WHAT IS REQUIRED
Find the line that contains "Input: one rendered map. Serialize", then repeat it and each line after it to the end of the records, exactly.

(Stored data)
.....
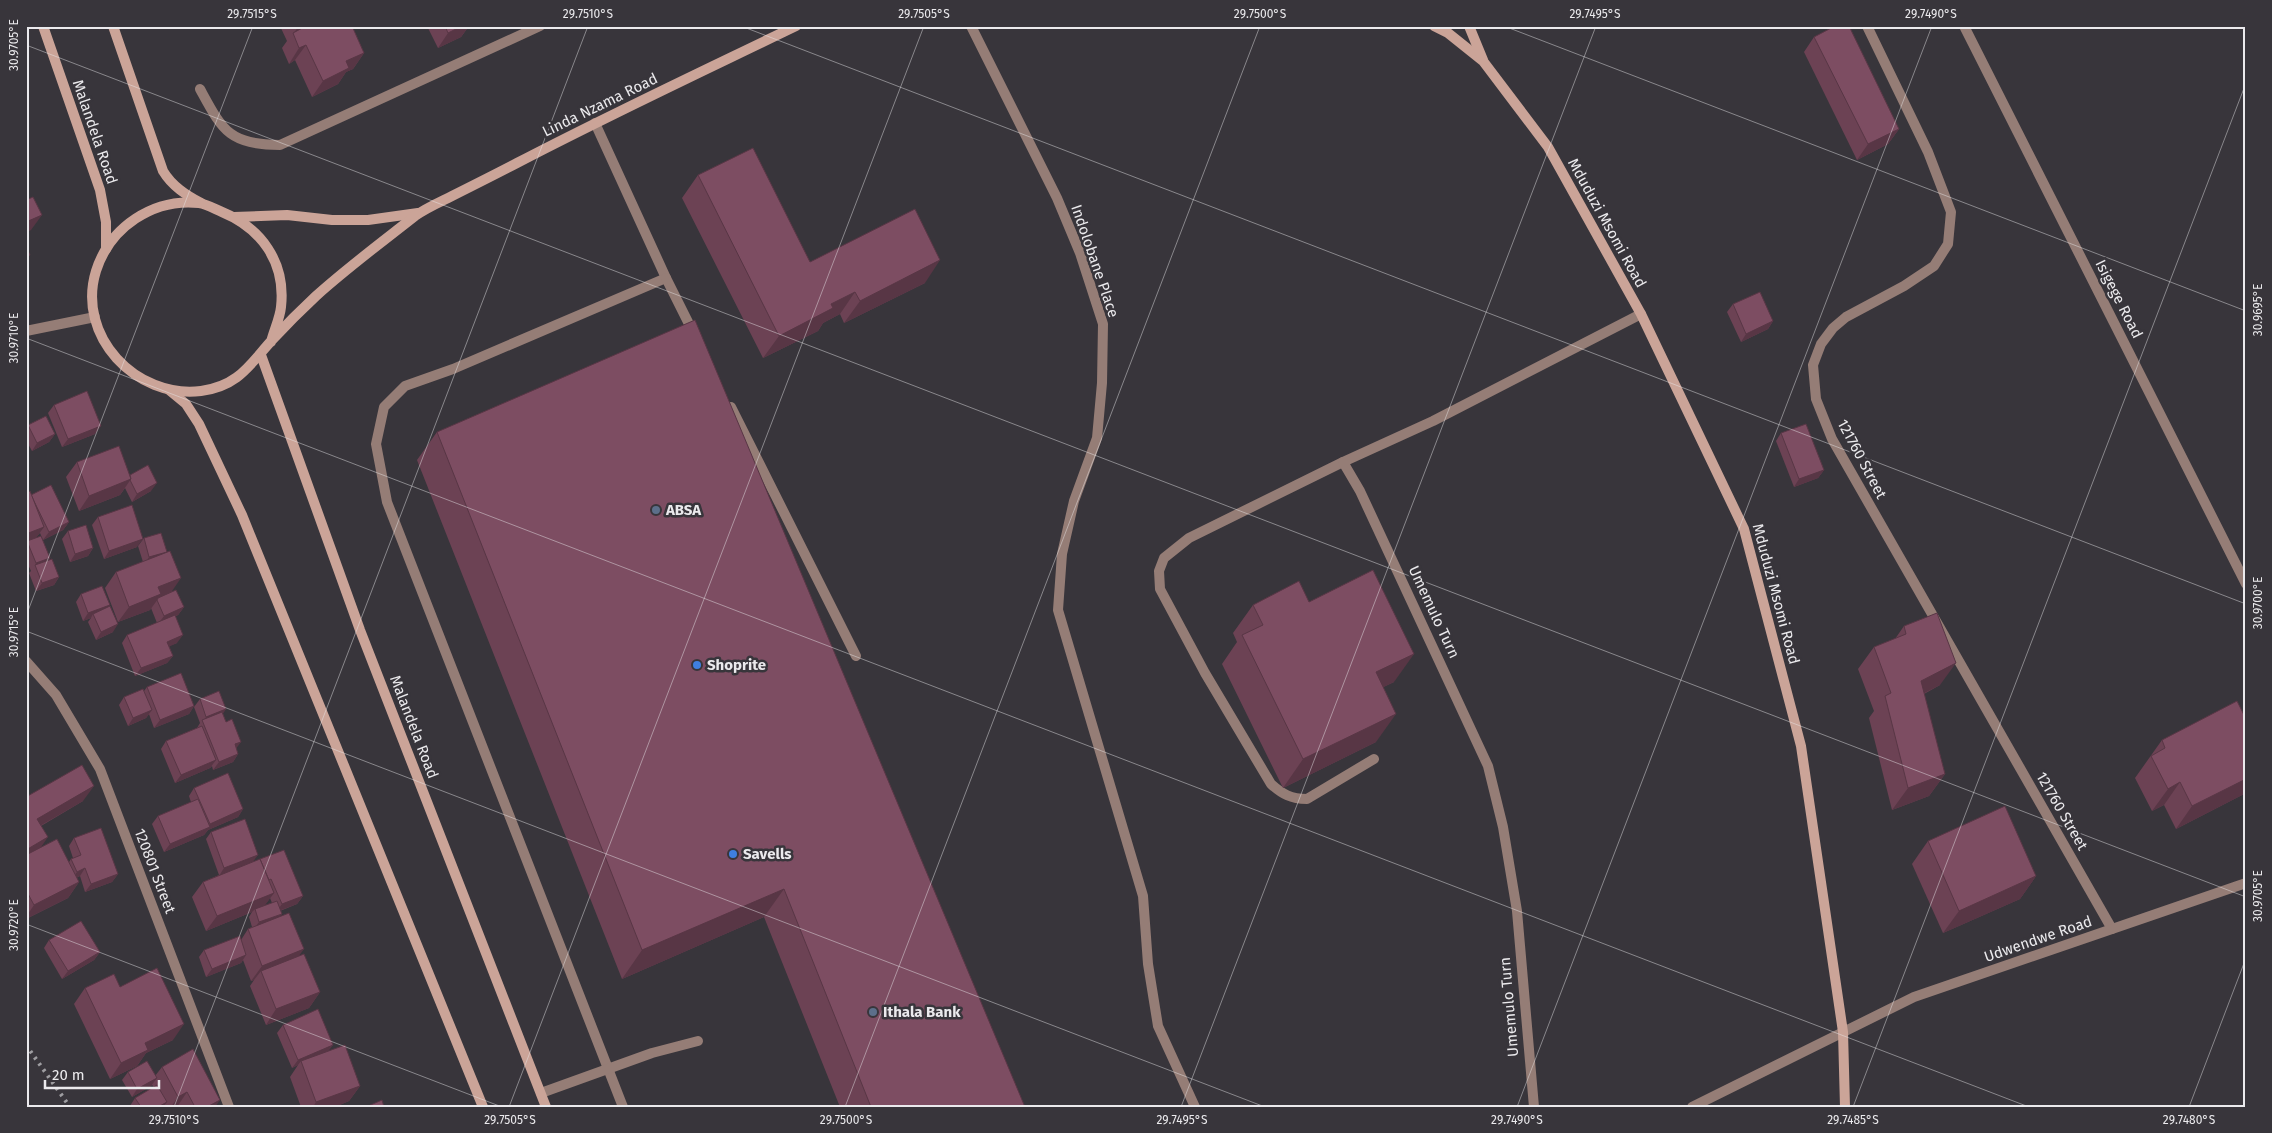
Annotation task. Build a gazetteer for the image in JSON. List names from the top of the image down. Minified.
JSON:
{"streets":{"main road":["Linda Nzama Road","Malandela Road","Mduduzi Msomi Road"],"street":["Indolobane Place","Isigege Road","121760 Street","Umemulo Turn","120801 Street","Udwendwe Road"]},"crossings":[["Mduduzi Msomi Road","Udwendwe Road"],["121760 Street","Udwendwe Road"]],"places":["ABSA","Shoprite","Savells","Ithala Bank"],"scale_bar":"20 m","coordinates":["29.7515°S","29.7510°S","29.7505°S","29.7500°S","29.7495°S","29.7490°S","30.9705°E","30.9695°E","30.9710°E","30.9700°E","30.9715°E","30.9720°E","29.7485°S","29.7480°S"]}
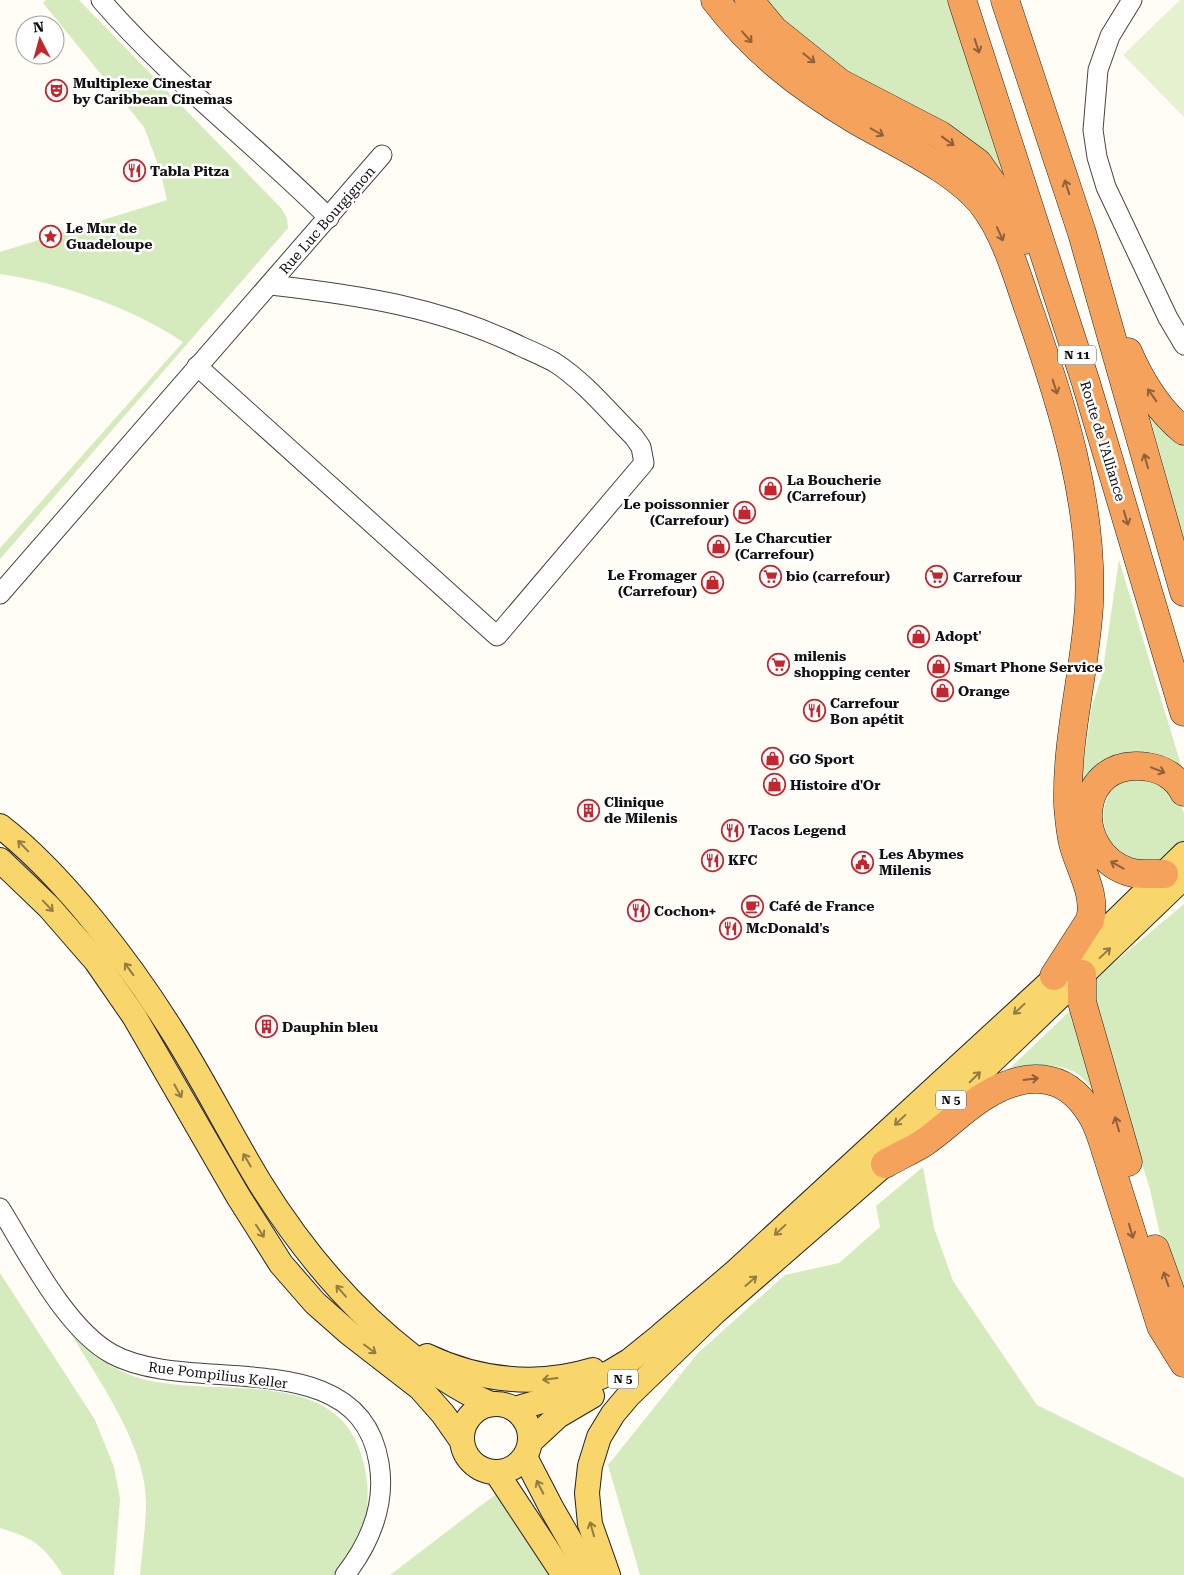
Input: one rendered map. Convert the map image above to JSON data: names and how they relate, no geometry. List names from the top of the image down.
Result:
{
  "streets": {
    "highway": ["N 11", "Route de l'Alliance"],
    "main road": ["N 5"],
    "street": ["Rue Luc Bourgignon", "Rue Pompilius Keller"]
  },
  "places": {
    "theatre": ["Multiplexe Cinestar by Caribbean Cinemas"],
    "restaurant": [
      "Tabla Pitza",
      "Carrefour Bon apétit",
      "Tacos Legend",
      "KFC",
      "Cochon+",
      "McDonald's"
    ],
    "place": ["Le Mur de Guadeloupe"],
    "shop": [
      "La Boucherie (Carrefour)",
      "Le poissonnier (Carrefour)",
      "Le Charcutier (Carrefour)",
      "Le Fromager (Carrefour)",
      "Adopt'",
      "Smart Phone Service",
      "Orange",
      "GO Sport",
      "Histoire d'Or"
    ],
    "supermarket": ["bio (carrefour)", "Carrefour", "milenis shopping center"],
    "building": ["Clinique de Milenis", "Dauphin bleu"],
    "public building": ["Les Abymes Milenis"],
    "cafe": ["Café de France"]
  },
  "north": "top"
}
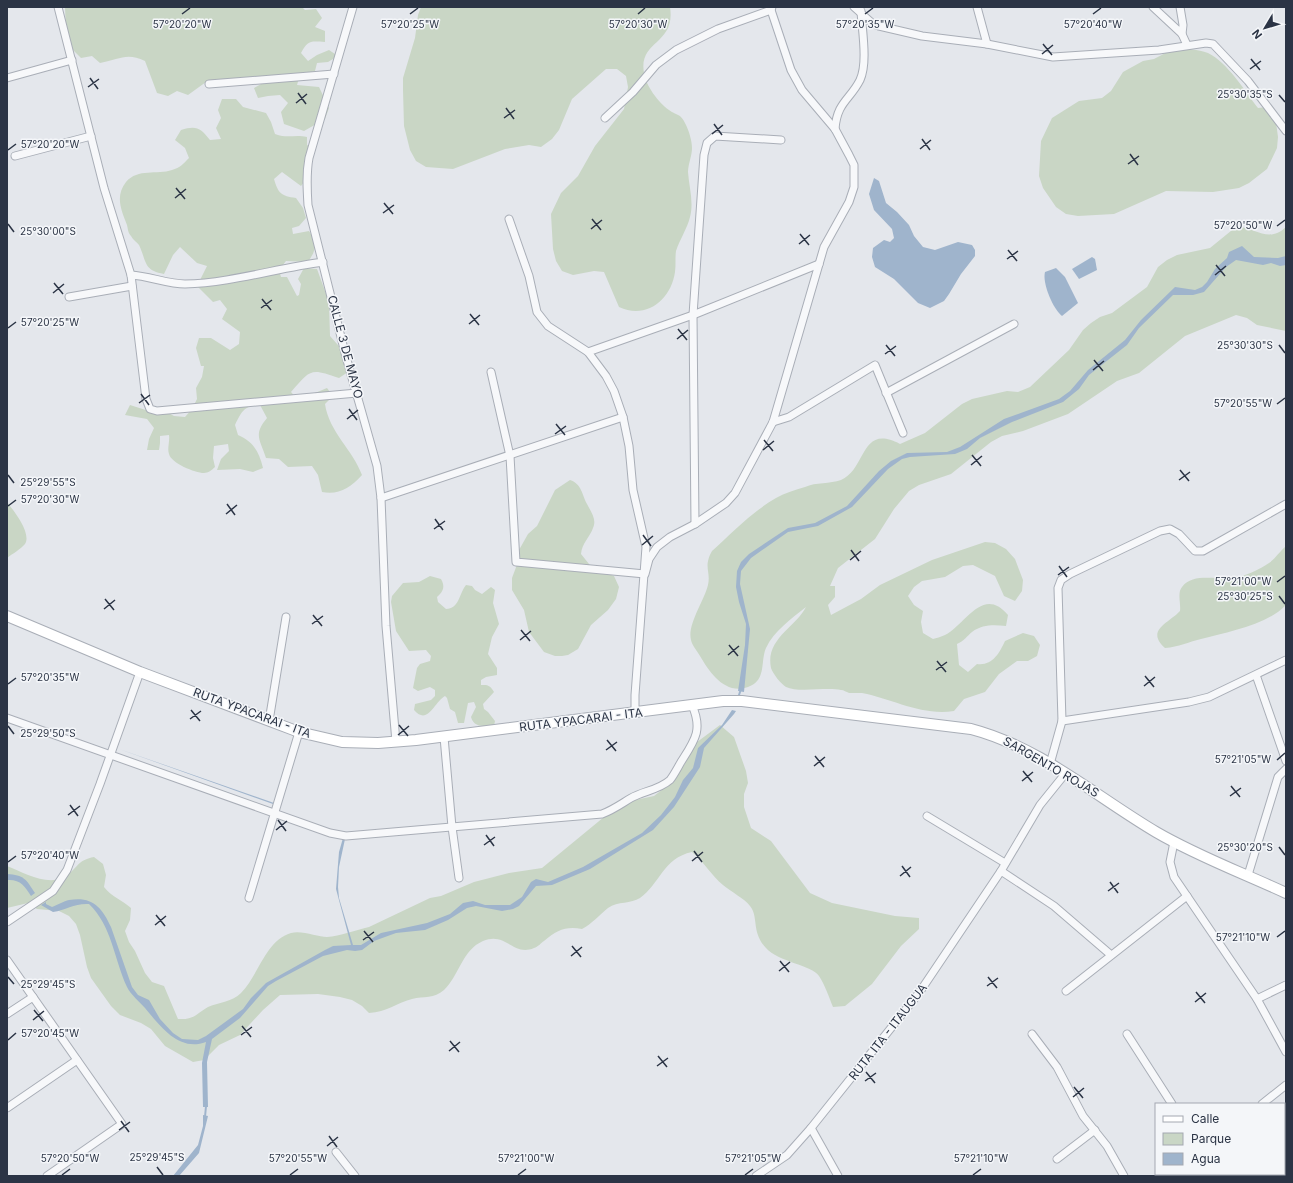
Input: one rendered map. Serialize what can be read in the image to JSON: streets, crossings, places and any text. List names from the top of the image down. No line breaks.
{"streets":{"street":["CALLE 3 DE MAYO","RUTA YPACARAI - ITA","SARGENTO ROJAS","RUTA ITA - ITAUGUA"]},"crossings":[["CALLE 3 DE MAYO","RUTA YPACARAI - ITA"],["RUTA YPACARAI - ITA","SARGENTO ROJAS"],["SARGENTO ROJAS","RUTA ITA - ITAUGUA"]],"legend":["Calle","Parque","Agua"],"north":"bottom left","coordinates":["57°20'20\"W","57°20'25\"W","57°20'30\"W","57°20'35\"W","57°20'40\"W","25°30'35\"S","57°20'50\"W","25°30'00\"S","25°30'30\"S","57°20'55\"W","25°29'55\"S","57°21'00\"W","25°30'25\"S","25°29'50\"S","57°21'05\"W","25°30'20\"S","57°21'10\"W","25°29'45\"S","57°20'45\"W"]}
.....
EXERCISE ANSWER
Input: one rendered map. Serialize what can be read in the image to JSON: streets, crossings, places and any text. List names from the top of the image down. No line breaks.
{"streets":{"street":["CALLE 3 DE MAYO","RUTA YPACARAI - ITA","SARGENTO ROJAS","RUTA ITA - ITAUGUA"]},"crossings":[["CALLE 3 DE MAYO","RUTA YPACARAI - ITA"],["RUTA YPACARAI - ITA","SARGENTO ROJAS"],["SARGENTO ROJAS","RUTA ITA - ITAUGUA"]],"legend":["Calle","Parque","Agua"],"north":"bottom left","coordinates":["57°20'20\"W","57°20'25\"W","57°20'30\"W","57°20'35\"W","57°20'40\"W","25°30'35\"S","57°20'50\"W","25°30'00\"S","25°30'30\"S","57°20'55\"W","25°29'55\"S","57°21'00\"W","25°30'25\"S","25°29'50\"S","57°21'05\"W","25°30'20\"S","57°21'10\"W","25°29'45\"S","57°20'45\"W"]}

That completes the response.